Time Period3 Months [change]
DirectionMoves Together 
StrengthStrong
Accuracy98.41%
ValuesDaily Returns

Tesco PLC  vs.  Liberty Media Corp

 Performance 
       Timeline  
Tesco PLC 

Risk-Adjusted Performance

Solid

 
Weak
 
Strong
Compared to the overall equity markets, risk-adjusted returns on investments in Tesco PLC are ranked lower than 25 (%) of all global equities and portfolios over the last 90 days. In spite of comparatively unsteady basic indicators, Tesco PLC unveiled solid returns over the last few months and may actually be approaching a breakup point.
Liberty Media Corp 

Risk-Adjusted Performance

Good

 
Weak
 
Strong
Compared to the overall equity markets, risk-adjusted returns on investments in Liberty Media Corp are ranked lower than 14 (%) of all global equities and portfolios over the last 90 days. In spite of comparatively unsteady basic indicators, Liberty Media unveiled solid returns over the last few months and may actually be approaching a breakup point.

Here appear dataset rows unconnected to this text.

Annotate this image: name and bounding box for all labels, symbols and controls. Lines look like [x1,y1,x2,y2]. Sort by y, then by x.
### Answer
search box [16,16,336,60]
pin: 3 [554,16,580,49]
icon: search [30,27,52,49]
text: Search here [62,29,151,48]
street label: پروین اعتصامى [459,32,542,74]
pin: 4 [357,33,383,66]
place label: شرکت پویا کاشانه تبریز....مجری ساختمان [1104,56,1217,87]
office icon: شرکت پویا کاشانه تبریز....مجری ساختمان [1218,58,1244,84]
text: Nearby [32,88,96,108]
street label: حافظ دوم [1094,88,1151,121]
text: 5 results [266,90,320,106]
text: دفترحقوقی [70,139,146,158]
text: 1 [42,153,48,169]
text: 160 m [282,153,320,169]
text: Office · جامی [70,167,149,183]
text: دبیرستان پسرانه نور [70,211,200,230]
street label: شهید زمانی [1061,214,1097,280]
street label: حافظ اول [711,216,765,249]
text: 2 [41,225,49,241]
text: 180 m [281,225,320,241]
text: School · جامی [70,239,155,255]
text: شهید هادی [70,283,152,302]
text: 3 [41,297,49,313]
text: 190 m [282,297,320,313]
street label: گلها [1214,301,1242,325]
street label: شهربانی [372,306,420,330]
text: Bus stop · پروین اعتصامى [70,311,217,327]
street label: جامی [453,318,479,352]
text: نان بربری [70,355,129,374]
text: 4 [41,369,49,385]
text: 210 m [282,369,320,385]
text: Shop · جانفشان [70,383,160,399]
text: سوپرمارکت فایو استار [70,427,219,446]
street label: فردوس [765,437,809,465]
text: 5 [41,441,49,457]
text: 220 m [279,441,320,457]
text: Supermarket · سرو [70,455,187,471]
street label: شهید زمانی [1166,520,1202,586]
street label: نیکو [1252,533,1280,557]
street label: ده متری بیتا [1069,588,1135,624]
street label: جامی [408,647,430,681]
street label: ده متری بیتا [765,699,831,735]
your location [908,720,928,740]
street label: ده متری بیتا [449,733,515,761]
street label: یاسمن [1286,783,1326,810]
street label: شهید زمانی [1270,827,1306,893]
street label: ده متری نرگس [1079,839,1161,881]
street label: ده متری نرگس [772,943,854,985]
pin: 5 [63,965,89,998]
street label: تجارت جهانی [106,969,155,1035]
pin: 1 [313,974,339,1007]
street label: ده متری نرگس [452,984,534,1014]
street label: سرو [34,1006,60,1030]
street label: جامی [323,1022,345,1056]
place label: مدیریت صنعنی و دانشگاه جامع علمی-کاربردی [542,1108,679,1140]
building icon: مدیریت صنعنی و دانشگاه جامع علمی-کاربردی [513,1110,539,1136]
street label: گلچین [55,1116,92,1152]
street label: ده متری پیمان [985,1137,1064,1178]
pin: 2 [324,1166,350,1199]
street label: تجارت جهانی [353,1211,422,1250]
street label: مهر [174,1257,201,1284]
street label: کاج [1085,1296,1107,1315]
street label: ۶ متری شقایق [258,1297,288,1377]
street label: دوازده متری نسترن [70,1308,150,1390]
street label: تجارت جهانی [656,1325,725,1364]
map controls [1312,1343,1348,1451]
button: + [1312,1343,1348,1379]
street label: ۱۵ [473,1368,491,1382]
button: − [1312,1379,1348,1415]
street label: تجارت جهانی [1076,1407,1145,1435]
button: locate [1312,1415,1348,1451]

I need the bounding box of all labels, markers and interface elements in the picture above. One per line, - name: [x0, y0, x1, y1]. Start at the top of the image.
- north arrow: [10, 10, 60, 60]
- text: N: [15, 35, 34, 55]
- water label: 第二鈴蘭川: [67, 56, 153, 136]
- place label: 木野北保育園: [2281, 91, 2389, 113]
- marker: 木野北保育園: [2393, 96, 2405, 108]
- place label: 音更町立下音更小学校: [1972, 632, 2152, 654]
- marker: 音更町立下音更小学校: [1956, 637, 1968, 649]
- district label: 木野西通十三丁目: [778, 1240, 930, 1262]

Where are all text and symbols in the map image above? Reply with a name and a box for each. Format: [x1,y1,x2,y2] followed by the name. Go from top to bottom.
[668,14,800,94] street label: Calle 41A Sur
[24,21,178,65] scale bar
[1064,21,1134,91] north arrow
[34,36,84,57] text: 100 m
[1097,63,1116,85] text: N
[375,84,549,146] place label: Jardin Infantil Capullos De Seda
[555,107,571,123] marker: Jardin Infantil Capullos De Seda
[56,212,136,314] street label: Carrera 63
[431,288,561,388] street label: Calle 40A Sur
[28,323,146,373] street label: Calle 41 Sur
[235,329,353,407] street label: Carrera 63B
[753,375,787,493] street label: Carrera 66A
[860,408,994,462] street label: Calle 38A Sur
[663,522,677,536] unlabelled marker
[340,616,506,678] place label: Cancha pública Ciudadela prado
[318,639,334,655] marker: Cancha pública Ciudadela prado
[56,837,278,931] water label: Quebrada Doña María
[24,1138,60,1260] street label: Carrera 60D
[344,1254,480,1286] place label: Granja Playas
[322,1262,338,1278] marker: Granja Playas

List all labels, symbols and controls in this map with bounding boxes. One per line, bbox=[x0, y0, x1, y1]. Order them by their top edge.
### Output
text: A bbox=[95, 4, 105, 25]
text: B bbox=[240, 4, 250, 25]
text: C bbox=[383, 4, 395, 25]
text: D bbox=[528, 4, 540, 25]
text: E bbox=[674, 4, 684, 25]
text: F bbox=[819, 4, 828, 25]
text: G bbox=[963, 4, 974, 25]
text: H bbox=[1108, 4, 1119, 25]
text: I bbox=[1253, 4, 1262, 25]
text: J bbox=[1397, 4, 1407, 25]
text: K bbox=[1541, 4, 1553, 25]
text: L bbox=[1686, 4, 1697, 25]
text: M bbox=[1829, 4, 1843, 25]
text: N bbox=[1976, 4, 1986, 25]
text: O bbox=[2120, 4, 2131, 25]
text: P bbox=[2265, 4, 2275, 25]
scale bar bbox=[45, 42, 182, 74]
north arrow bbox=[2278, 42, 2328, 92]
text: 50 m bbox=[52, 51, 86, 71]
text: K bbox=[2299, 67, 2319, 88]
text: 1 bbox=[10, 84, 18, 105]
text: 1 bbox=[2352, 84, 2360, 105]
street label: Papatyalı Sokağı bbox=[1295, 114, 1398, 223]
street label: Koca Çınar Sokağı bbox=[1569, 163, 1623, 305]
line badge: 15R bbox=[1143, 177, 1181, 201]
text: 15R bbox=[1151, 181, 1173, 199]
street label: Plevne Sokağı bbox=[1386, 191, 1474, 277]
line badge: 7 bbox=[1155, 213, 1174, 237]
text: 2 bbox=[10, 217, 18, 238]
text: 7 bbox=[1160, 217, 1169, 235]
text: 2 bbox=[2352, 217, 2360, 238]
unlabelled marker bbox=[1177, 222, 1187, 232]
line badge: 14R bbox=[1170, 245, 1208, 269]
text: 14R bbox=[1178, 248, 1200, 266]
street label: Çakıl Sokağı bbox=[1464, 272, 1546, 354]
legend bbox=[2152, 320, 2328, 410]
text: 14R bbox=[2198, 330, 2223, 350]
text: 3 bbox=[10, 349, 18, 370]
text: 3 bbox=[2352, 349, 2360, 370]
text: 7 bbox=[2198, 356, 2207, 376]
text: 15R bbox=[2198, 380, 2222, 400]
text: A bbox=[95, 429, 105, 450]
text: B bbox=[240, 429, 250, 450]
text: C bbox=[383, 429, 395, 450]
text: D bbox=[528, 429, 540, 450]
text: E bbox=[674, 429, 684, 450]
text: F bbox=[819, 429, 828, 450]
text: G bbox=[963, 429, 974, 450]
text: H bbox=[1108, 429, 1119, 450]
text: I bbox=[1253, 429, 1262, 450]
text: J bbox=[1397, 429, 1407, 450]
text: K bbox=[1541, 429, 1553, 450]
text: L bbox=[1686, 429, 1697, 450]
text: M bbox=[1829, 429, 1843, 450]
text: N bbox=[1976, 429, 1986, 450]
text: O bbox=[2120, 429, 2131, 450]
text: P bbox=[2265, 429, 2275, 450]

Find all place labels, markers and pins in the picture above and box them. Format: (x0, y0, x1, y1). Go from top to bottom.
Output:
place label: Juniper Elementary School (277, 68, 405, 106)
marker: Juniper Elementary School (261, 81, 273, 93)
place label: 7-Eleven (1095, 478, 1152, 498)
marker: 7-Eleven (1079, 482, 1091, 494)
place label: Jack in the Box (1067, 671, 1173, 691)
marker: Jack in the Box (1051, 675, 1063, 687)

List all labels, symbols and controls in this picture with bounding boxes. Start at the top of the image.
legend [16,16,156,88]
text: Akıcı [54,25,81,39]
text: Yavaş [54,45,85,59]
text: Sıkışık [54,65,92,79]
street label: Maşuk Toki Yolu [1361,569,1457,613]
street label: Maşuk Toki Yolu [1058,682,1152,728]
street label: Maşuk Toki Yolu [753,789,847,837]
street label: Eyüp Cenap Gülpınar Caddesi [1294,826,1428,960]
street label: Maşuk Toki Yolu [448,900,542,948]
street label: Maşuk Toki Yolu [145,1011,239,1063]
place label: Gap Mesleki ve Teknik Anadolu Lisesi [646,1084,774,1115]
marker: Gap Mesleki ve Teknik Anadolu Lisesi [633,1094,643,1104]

Tesco PLC and Liberty Media Volatility Contrast

   Predicted Return Density   
       Returns  

Pair Trading with Tesco PLC and Liberty Media

The main advantage of trading using opposite Tesco PLC and Liberty Media positions is that it hedges away some unsystematic risk. Because of two separate transactions, even if Tesco PLC position performs unexpectedly, Liberty Media can make up some of the losses. Pair trading also minimizes risk from directional movements in the market. For example, if an entire industry or sector drops because of unexpected headlines, the short position in Liberty Media will offset losses from the drop in Liberty Media's long position.
The idea behind Tesco PLC and Liberty Media Corp pairs trading is to make the combined position market-neutral, meaning the overall market's direction will not affect its win or loss (or potential downside or upside). This can be achieved by designing a pairs trade with two highly correlated stocks or equities that operate in a similar space or sector, making it possible to obtain profits through simple and relatively low-risk investment.
Check out your portfolio center.
Note that this page's information should be used as a complementary analysis to find the right mix of equity instruments to add to your existing portfolios or create a brand new portfolio. You can also try the Portfolio Backtesting module to avoid under-diversification and over-optimization by backtesting your portfolios.